Apparently The Sun has a clever article today in which research which suggests that the average UK male spends a year of his life looking at women. I've not read it. In fact, I had to look twice to see where the news came from.
Google passively suggested this article to me. It wasn't in response to a search. It was in response to the fact that a number of people had marked the repeat of the story on The Times of India as "liked" on Google Reader.
If I was The Sun's mastermind behind that story then I might be annoyed. I might say that The Times of India stole the story from me. I might also be annoyed at my readers. Why didn't 8 of them mark the story as "liked" via their Google Reader?
Questions of readership demographic come up, don't they? I think it's safe to say that the average The Sun reader is a very different sort of reader than the average The Times of India reader.
I think this sort of "crowd selection" will rise in importance throughout this year and in 2010. We already see the Twitter crowd picking stories in a similar way.

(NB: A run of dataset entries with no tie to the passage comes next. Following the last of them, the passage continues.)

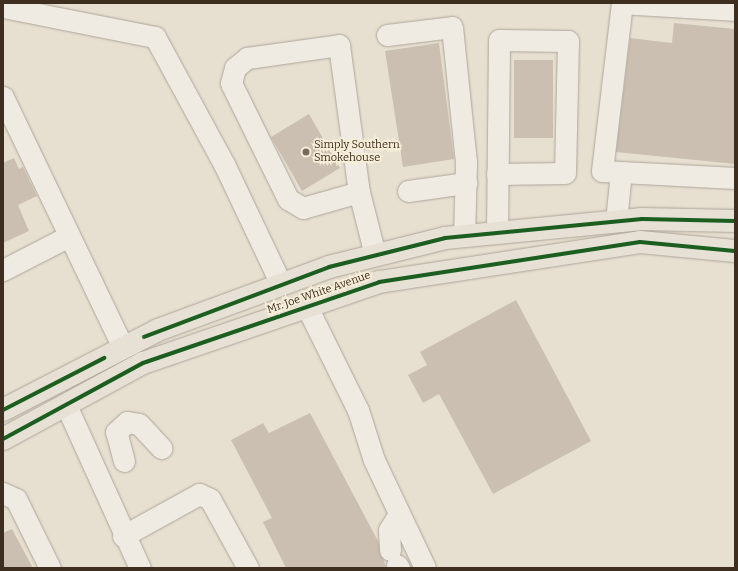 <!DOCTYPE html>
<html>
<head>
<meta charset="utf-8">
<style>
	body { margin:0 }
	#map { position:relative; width:738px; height:571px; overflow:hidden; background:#e7e0d1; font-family:Bitter,serif }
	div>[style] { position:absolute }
	.building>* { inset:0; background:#cbbfb2 }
	.roads { filter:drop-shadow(0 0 1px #ada599) drop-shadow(0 0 1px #ada599) }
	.minor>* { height:21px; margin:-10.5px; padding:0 10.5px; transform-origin:10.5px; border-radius:10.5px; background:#efebe3 }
	.major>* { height:22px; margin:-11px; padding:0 11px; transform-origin:11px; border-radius:11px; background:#e6e1d4 }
	.cycleway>* { height:4px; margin:-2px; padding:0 2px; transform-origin:2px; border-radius:2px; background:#1b5e20 }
	.dots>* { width:11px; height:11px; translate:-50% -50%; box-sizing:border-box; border:2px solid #f7eed8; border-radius:50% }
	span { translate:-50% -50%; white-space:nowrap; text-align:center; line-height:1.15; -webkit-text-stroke:3.5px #f7eed8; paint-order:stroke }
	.poi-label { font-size:11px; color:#3d2e20 }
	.left { translate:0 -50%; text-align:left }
	.street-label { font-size:11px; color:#3d2e20 }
	.frame { position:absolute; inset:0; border:4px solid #3d2e20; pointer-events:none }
</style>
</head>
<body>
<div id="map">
	<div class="building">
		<i style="clip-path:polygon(674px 23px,735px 29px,735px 164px,616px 152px,630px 38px,672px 43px)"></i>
		<i style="clip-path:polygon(439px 43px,454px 159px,403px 167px,385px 51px)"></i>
		<i style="clip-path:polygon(514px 60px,553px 60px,553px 138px,514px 138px)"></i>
		<i style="clip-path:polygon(309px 114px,340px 168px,302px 191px,271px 137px)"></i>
		<i style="clip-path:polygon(14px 158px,19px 169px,23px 167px,37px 196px,18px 205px,29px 231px,3px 243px,3px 163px)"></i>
		<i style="clip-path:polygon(516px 300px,591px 441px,493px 494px,439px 394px,423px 403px,408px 375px,427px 365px,420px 352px)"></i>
		<i style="clip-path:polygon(310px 413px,378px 541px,386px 568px,286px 568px,263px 522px,272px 518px,231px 440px,263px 423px,269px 433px)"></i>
		<i style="clip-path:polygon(12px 529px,33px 568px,3px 568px,3px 533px)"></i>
	</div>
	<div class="roads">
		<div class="minor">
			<i style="left:3px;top:7px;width:155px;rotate:11.2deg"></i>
			<i style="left:155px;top:37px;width:145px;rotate:61.5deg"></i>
			<i style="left:224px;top:164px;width:133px;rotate:64.6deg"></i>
			<i style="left:735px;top:10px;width:113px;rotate:-176.5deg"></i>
			<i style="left:622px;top:3px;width:169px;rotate:96.8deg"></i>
			<i style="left:602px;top:171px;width:133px;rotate:3deg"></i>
			<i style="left:387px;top:35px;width:65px;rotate:-7deg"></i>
			<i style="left:452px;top:27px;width:136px;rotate:84.1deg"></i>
			<i style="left:466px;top:162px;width:74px;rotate:91.5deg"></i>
			<i style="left:3px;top:97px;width:278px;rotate:64.4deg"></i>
			<i style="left:408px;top:191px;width:59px;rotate:-7.9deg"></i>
			<i style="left:359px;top:192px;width:58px;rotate:164.1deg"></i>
			<i style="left:303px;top:208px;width:17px;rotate:-149deg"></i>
			<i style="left:288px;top:199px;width:129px;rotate:-116.2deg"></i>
			<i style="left:231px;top:83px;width:16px;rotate:-75deg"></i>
			<i style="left:235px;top:68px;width:16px;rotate:-40deg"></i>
			<i style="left:247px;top:58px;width:93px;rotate:-8deg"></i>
			<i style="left:339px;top:45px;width:148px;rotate:82.3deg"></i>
			<i style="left:359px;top:192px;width:65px;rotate:75.7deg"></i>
			<i style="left:616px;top:221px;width:49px;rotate:-84.2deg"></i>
			<i style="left:497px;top:233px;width:193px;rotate:-89.4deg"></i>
			<i style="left:499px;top:40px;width:69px;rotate:0.8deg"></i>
			<i style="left:568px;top:41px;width:132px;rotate:91.3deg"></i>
			<i style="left:565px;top:173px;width:68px;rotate:179.2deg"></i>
			<i style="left:3px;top:270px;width:74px;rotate:-27.3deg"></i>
			<i style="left:307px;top:307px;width:115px;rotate:63.7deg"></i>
			<i style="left:358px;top:410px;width:52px;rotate:72.3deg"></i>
			<i style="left:374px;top:460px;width:119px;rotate:64.7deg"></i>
			<i style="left:66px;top:405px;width:179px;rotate:65.6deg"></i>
			<i style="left:124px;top:461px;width:30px;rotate:-105deg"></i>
			<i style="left:116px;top:432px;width:15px;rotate:-42deg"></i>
			<i style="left:127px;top:422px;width:12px;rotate:9deg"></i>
			<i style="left:139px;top:424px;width:33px;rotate:47deg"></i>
			<i style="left:3px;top:493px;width:14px;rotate:25deg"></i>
			<i style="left:16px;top:499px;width:77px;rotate:63.8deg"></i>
			<i style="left:123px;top:536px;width:87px;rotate:-28.9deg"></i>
			<i style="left:199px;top:494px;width:12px;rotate:24deg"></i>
			<i style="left:210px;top:499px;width:79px;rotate:61.2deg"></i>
			<i style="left:390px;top:550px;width:20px;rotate:-93deg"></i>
			<i style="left:389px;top:530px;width:19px;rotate:-58deg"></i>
			<i style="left:397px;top:565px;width:4px;rotate:56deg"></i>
		</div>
		<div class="major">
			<i style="left:3px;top:410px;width:174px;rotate:-27.3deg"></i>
			<i style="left:158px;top:330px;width:182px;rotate:-20.2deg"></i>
			<i style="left:329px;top:267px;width:120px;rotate:-14deg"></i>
			<i style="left:445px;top:238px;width:198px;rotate:-5.5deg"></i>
			<i style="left:642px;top:219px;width:93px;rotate:1.2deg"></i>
			<i style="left:3px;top:439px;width:159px;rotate:-28.5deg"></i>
			<i style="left:143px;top:363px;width:250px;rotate:-18.9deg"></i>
			<i style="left:379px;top:282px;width:264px;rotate:-8.7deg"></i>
			<i style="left:640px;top:242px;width:95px;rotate:5.4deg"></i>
		</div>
	</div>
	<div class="cycleway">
		<i style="left:144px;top:337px;width:198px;rotate:-20.7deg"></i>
		<i style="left:329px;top:267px;width:120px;rotate:-14deg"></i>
		<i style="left:445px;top:238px;width:198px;rotate:-5.5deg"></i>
		<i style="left:642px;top:219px;width:93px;rotate:1.2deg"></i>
		<i style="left:3px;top:410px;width:114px;rotate:-27.2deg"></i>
		<i style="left:3px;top:439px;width:159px;rotate:-28.5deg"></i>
		<i style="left:143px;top:363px;width:250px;rotate:-18.9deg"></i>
		<i style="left:379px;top:282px;width:264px;rotate:-8.7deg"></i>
		<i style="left:640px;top:242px;width:95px;rotate:5.4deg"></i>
	</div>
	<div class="dots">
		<i style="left:306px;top:152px;background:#786c5e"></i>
	</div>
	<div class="poi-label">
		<span class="left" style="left:314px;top:152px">Simply Southern<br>Smokehouse</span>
	</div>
	<div class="street-label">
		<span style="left:319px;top:293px;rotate:-19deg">Mr. Joe White Avenue</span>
	</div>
	<div class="frame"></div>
</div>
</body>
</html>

I do think that the "like" feature gives news writers the advantage over news repeaters. I'm not going to use terms like "newspapers" and "blogs" as I don't see the difference any more (is an online only newspaper a blog?). There are, however, sites which do very well by being a quick second to important news or by watching Google Hot Trends for suggested topics to write about.
The "like" feature (or similar) provides a way for news writers to present their original version of the story in front of the mass of readers. Once they've done that then there's less reason/reward for the news repeaters to re-write the story.
That's what you want; speed and readers who help propel your version (your original) of the news to the limelight as quickly as possible. We're going to see more and more internet agenda setting from populous countries like India and China.